In recent days, U.S. Secretary of State John Kerry and Russian Foreign Minister Sergei Lavrov concluded fruitless negotiations in Paris, while Russia massed troops and materiel on Ukraine’s eastern flank, including 3C-82 mobile broadcasting stations and BRDM-2 armored espionage vehicles equipped with loudspeakers (both of which are useful during an invasion to broadcast orders to enemy troops and civilians on the street). Finland has confirmed that Russia is conducting a three-day nuclear-war exercise and air-force drill on its border. Speaking to a Swedish newspaper over the weekend, Andrey Illarionov, Putin’s former economic advisor (and now opponent), declared that the Russian president hopes to “regain” Belarus, Finland, Ukraine, and the Baltic states.
With the crisis that began with the Kremlin’s stealth takeover of Crimea still unresolved, and threatening to escalate, President Obama and the American public need to start mulling over some serious questions. Here are 10 they should consider:
1. The European Union is in the throes of a lengthy economic crisis, and depends on Russia for 30 percent of its natural gas. Since the EU is by far Russia’s largest trading partner, how will the U.S. persuade European leaders to impose meaningful sanctions against Moscow when doing so would adversely affect their own countries’ fragile economies?
2. If economic sanctions and visa bans against Russian elites don’t stop Moscow from making further incursions into Ukraine or other countries, what then? Tougher sanctions? The Russian economy is in fact vulnerable to such measures and may slip into recession this year; capital flight is increasing and hit $60 billion last quarter. But a history of war, penury, and famine has largely inured Russians to hardship in ways Westerners have trouble understanding. To many, “great power” status remains important and something worth sacrificing for. Putin’s post-Crimea approval rating has soared to 82 percent, and 74 percent of Russians say they will support the Kremlin if Russia goes to war with Ukraine. Counting on sanctions to turn Russians against Putin may backfire, and instead spur them to rally around him.

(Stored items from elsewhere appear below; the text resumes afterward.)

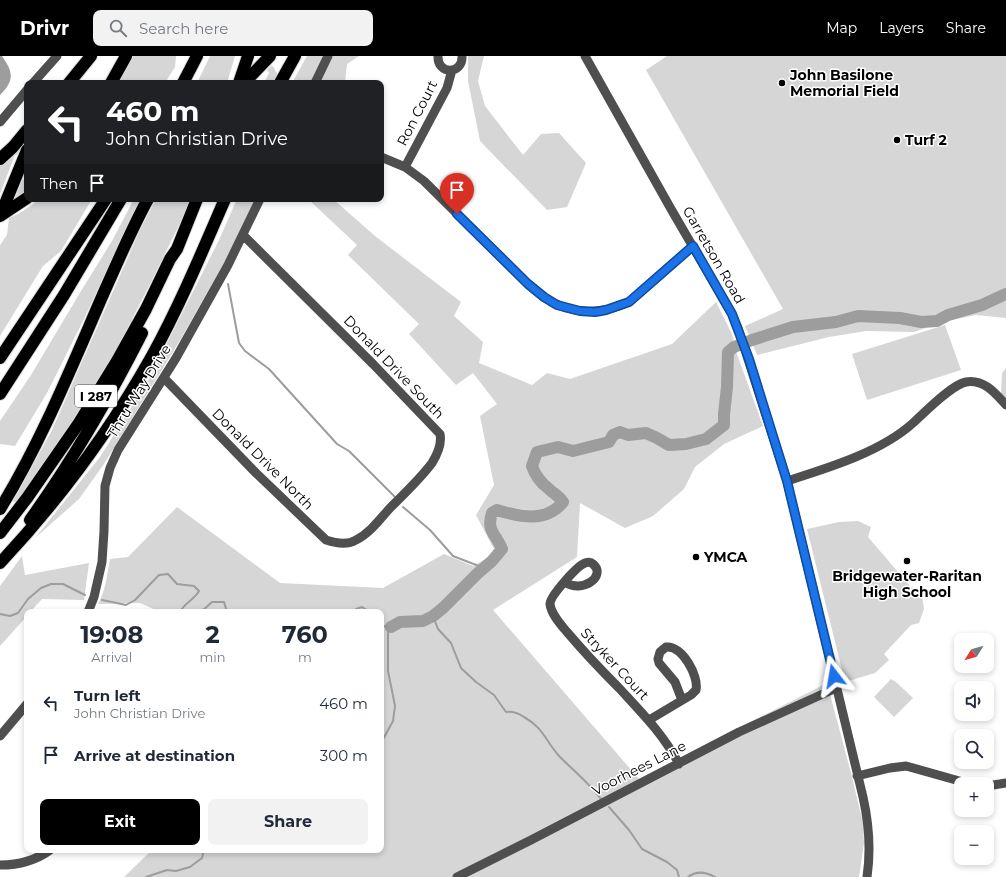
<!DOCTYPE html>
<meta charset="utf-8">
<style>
body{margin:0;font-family:Montserrat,sans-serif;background:#f2f2f3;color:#1f2937;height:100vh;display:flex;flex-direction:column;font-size:15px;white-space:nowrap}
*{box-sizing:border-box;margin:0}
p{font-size:13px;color:#747a83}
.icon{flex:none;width:22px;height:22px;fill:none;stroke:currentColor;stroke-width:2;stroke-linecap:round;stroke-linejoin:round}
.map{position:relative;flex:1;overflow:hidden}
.side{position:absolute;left:24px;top:553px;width:360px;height:244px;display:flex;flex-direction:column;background:#fff;border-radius:8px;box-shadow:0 2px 6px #0003}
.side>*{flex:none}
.top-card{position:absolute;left:24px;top:24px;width:360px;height:122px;border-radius:8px;box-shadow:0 2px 6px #0003;background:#202124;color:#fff;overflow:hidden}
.needle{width:26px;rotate:233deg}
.buttons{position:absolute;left:954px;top:577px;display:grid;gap:8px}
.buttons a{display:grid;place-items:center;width:40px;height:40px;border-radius:8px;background:#fff;box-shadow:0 2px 6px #0003;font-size:20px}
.pin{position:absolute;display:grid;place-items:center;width:34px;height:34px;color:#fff;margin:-41px -17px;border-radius:50% 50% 50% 0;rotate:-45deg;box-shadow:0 0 4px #0007}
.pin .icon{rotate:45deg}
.me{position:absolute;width:44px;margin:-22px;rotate:346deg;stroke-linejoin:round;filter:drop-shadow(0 0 3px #0008)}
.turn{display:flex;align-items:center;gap:14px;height:84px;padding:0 16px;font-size:18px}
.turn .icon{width:52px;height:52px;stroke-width:2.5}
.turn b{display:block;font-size:28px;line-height:34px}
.then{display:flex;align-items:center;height:38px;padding:0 16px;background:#0003;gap:8px;font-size:15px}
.eta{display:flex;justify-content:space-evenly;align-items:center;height:68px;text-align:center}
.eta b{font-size:24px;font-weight:700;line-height:28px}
.cta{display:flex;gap:8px;margin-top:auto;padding:8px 16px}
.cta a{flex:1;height:46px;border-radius:8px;background:#000;color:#fff;font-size:16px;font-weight:700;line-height:46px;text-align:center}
.cta a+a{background:#f2f2f3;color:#1f2937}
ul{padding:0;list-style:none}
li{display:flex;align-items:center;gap:12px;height:52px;padding:0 16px}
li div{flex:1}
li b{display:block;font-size:15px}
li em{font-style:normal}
header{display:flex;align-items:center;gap:24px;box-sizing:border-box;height:56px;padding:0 20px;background:#000;color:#fff}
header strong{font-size:19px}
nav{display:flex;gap:22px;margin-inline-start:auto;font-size:14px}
.search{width:280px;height:36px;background:#f2f2f3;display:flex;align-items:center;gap:10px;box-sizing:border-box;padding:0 14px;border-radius:8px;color:#747a83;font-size:15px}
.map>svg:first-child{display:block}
</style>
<header>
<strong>Drivr</strong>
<div class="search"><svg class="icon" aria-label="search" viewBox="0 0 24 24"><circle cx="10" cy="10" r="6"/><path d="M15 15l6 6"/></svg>Search here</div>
<nav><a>Map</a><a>Layers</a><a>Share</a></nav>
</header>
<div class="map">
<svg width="1006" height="821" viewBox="0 0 1006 821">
<rect width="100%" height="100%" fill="#fff"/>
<path fill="#d6d6d6" d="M133,0H176L175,11L165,27H118Z
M210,0H235L227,27H197Z
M307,0H359L347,8L345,27H292Z
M468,0H484L478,25L485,50L523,99L541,78L559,77L586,107L567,151L547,154L480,85L468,25Z
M667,0H1006V262L976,259L943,266L914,276L866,275L829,281L757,299L745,270L783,253L646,14Z
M272,9L278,19L274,27H264L269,17L267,14Z
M18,93L19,94L17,99H15L0,138V109Z
M27,120V136L20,141L15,142L21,126Z
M40,143H92L61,195L43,210L0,280V189L7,179L9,162L20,157Z
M134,143H140L83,265L47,337L15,390L0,388V365L31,319L81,235L112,185Z
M156,143H190L184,159L152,224L132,263L133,265C99,329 59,388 17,445L15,446L13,445L52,374L140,174Z
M237,143H260L179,286L104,408L79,443L35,482L100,401L149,323L219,184Z
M308,143H333L375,180L461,246L454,260L483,286L479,307L532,329L547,317L570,323L672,288L716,246L732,278L737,298L763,370L724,388L695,411L684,433L653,460L625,472L580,447L577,501L493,554L639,723L827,627L851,717L863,767L864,787L859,821H124L152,794H381V556H160L140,547L98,548C106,534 107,518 110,503L128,501L177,451L280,527L383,532L444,498L473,510L496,497L476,459L494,429L480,360L497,348L473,317L456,329L409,278L419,268L348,199L357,189Z
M945,269L961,314L867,344L852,298Z
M1006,312V343L1001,339L1002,317Z
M858,465L871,471L868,481L911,531L921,534L924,553L919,567L911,569L884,598L889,604L875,617L845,626L807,473L839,466Z
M22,500L25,519L89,507L84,544L42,543L30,556H27V560L0,590V530Z
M891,623L896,626L913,642L894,661L874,641Z"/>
<path fill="#9d9d9d" d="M0,0H2C13,16 15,24 0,39Z"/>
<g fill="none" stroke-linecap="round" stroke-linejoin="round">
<path stroke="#9d9d9d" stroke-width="2" d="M228,228L239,287L245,295L269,313L337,388L349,395L395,441
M403,451L430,474L453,500L484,512
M102,544L126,549L135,544L159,519L168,518L177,528L194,530L199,535C194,544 184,547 180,556
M201,556L212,546H224L227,556
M355,556L356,553L362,551L370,556
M0,558L10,560L18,557L28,543L41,532L51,528H63L85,539
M433,560L438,573L451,587L461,612L476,626L494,639L506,656C513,655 518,657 524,661C544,672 546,686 560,701C574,715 589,727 601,743
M381,570L391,571L388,577V615L395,650L393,665L381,687
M609,751L629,774L642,793L667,806L677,814L679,821
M146,821L167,814L176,815L190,811L202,802L204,794
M688,821C697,814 706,816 715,821"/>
<path stroke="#9d9d9d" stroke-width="12" d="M391,571L400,566L423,565L433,560L443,552L477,518L492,505L502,493C496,478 486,475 492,457L497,454C520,461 546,467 563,446C559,440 554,438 549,433C541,427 535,419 532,410L537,396L558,391L573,395L609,386L613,379L620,376L628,379L646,377L657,382L669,389L686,388L706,383L724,369V358L727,331L728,296L734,291L752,284L793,271L836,266L858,260L900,262L921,266L937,265L948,259L982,249L1006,238"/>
<g stroke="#dbdbdb" stroke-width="14">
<path id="highway" d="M69,27L91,0
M111,27L126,0
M183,27L197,0
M239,27L248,0
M244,27L270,0
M280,27L295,0
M0,103L13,91L27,74
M0,160L27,94
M0,160L27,142
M0,302L106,143
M0,338L64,239L121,143
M0,453C42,385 73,307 105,234C119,203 132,172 148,143
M30,464C73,404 109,342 142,277
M0,477L27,442L79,367L117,305L146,253L170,203L177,193L197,143
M0,507C59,444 110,375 152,300C180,249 202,196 225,143"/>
</g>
<path stroke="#4f4f4f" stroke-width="9" d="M438,0C437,19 463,19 462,0
M585,0L671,153L732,258L738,272L787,425L863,741C869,768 871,794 867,821
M33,27L57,0
M315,27L328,0
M0,66L27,34
M381,101L405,111L424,125L528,228C534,232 539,238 545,242C571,259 601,259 629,246L693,190
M405,111L447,32L452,14
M164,322L256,417L326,484C335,487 348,489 356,484C370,477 380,463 390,452C404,438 420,423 432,407C437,399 442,388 440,378L373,308L243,179
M787,425C828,412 881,396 913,367C925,356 951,329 966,326C984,323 995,337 1006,349
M565,526C582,538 607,520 593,508C591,506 588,506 585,507C577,510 550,540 550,548C551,558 561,569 567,576C584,596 601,614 619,632C642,657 663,678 679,708
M88,556L94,541L102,506L104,475L105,430L110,412L118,394L176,302L228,209L260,143
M649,664L691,639L696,634C699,620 682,589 666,591L660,596L658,603L659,607L675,626L682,644
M0,680L27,648
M857,720L890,712L906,710L970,728
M987,730L1006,727
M0,809C19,809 35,805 50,794
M457,821L531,784L739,676L836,632"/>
<use href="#highway" stroke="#000" stroke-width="12"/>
</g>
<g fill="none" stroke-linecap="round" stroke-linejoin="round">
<g stroke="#114b97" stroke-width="10">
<path id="route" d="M457,158L528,228L544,241L557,249L580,255L595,256L606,254L629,246L693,190L732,258L749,303L787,425L834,620"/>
</g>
<use href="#route" stroke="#1a73e8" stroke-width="7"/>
</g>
<g fill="#000" stroke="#fff" stroke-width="1.5">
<circle cx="782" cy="27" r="4"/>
<circle cx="897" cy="84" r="4"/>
<circle cx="696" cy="501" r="4"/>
<circle cx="907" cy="505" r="4"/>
</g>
<g text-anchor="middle" stroke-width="3" stroke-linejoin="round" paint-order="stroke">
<rect fill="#fff" stroke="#4c4c4c" stroke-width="1" x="75" y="329" width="42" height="22" rx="3"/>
<g font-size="13" font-weight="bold" fill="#000">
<text x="96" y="345">I 287</text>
</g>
<g font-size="14" font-weight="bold" fill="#000" stroke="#fff" text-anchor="start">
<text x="790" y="24">John Basilone<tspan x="790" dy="16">Memorial Field</tspan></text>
<text x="905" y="89">Turf 2</text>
<text x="704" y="506">YMCA</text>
<text x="907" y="525" text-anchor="middle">Bridgewater-Raritan<tspan x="907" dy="16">High School</tspan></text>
</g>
<g font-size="14" fill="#000" stroke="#fff">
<text transform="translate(417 57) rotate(-63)" y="5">Ron Court</text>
<text transform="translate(714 199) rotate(60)" y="5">Garretson Road</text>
<text transform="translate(394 311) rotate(46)" y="5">Donald Drive South</text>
<text transform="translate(139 335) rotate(-58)" y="5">Thru Way Drive</text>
<text transform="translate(263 403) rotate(45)" y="5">Donald Drive North</text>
<text transform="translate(615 608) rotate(47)" y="5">Stryker Court</text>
<text transform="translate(639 712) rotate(-27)" y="5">Voorhees Lane</text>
</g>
</g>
</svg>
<div class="buttons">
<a><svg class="needle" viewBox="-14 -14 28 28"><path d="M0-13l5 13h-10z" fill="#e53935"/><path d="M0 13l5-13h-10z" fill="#747a83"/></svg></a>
<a><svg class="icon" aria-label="sound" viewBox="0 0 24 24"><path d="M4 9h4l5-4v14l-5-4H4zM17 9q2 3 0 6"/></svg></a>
<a><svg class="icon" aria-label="search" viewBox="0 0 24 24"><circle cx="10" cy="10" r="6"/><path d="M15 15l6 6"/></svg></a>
<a>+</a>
<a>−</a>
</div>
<div class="pin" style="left:457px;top:158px;background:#d93025"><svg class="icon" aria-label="arrive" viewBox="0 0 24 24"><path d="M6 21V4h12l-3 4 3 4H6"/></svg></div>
<svg class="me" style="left:834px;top:620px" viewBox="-20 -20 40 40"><path d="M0-17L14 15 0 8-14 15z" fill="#1a73e8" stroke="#fff" stroke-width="4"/></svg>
<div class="top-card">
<div class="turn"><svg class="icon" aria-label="left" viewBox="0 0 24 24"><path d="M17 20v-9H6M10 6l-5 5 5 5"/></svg><div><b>460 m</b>John Christian Drive</div></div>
<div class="then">Then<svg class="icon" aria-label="arrive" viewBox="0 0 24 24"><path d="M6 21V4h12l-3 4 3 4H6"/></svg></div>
</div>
<section class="side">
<div class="eta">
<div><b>19:08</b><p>Arrival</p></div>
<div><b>2</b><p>min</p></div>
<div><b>760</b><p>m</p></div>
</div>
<ul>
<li><svg class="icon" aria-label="left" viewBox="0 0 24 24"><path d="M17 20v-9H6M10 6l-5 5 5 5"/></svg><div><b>Turn left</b><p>John Christian Drive</p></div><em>460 m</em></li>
<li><svg class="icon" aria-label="arrive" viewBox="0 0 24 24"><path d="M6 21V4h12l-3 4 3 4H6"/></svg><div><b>Arrive at destination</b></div><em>300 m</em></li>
</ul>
<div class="cta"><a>Exit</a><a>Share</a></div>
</section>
</div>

3. In response to Putin’s invasion of Crimea, NATO has dispatched some AWACs and F-16 fighter jets to member states in Eastern Europe. Does the alliance still have, as it announced in 1997 (to assuage Russian concerns over NATO’s expansion into Eastern Europe), “no intentions, no plans, and no reason” to send substantial numbers of troops and military assets to countries bordering the former Soviet Union? That declaration was predicated on one assumption: that Russia would respect the territorial integrity of its neighbors. Does Russia’s annexation of Crimea render this assumption obsolete?
4. In early March, Ukrainian parliamentary deputies introduced a bill proposing that the country join NATO and renounce the neutral, non-bloc status it assumed in 2010. Would the U.S. support NATO granting Ukraine membership if the legislation passed?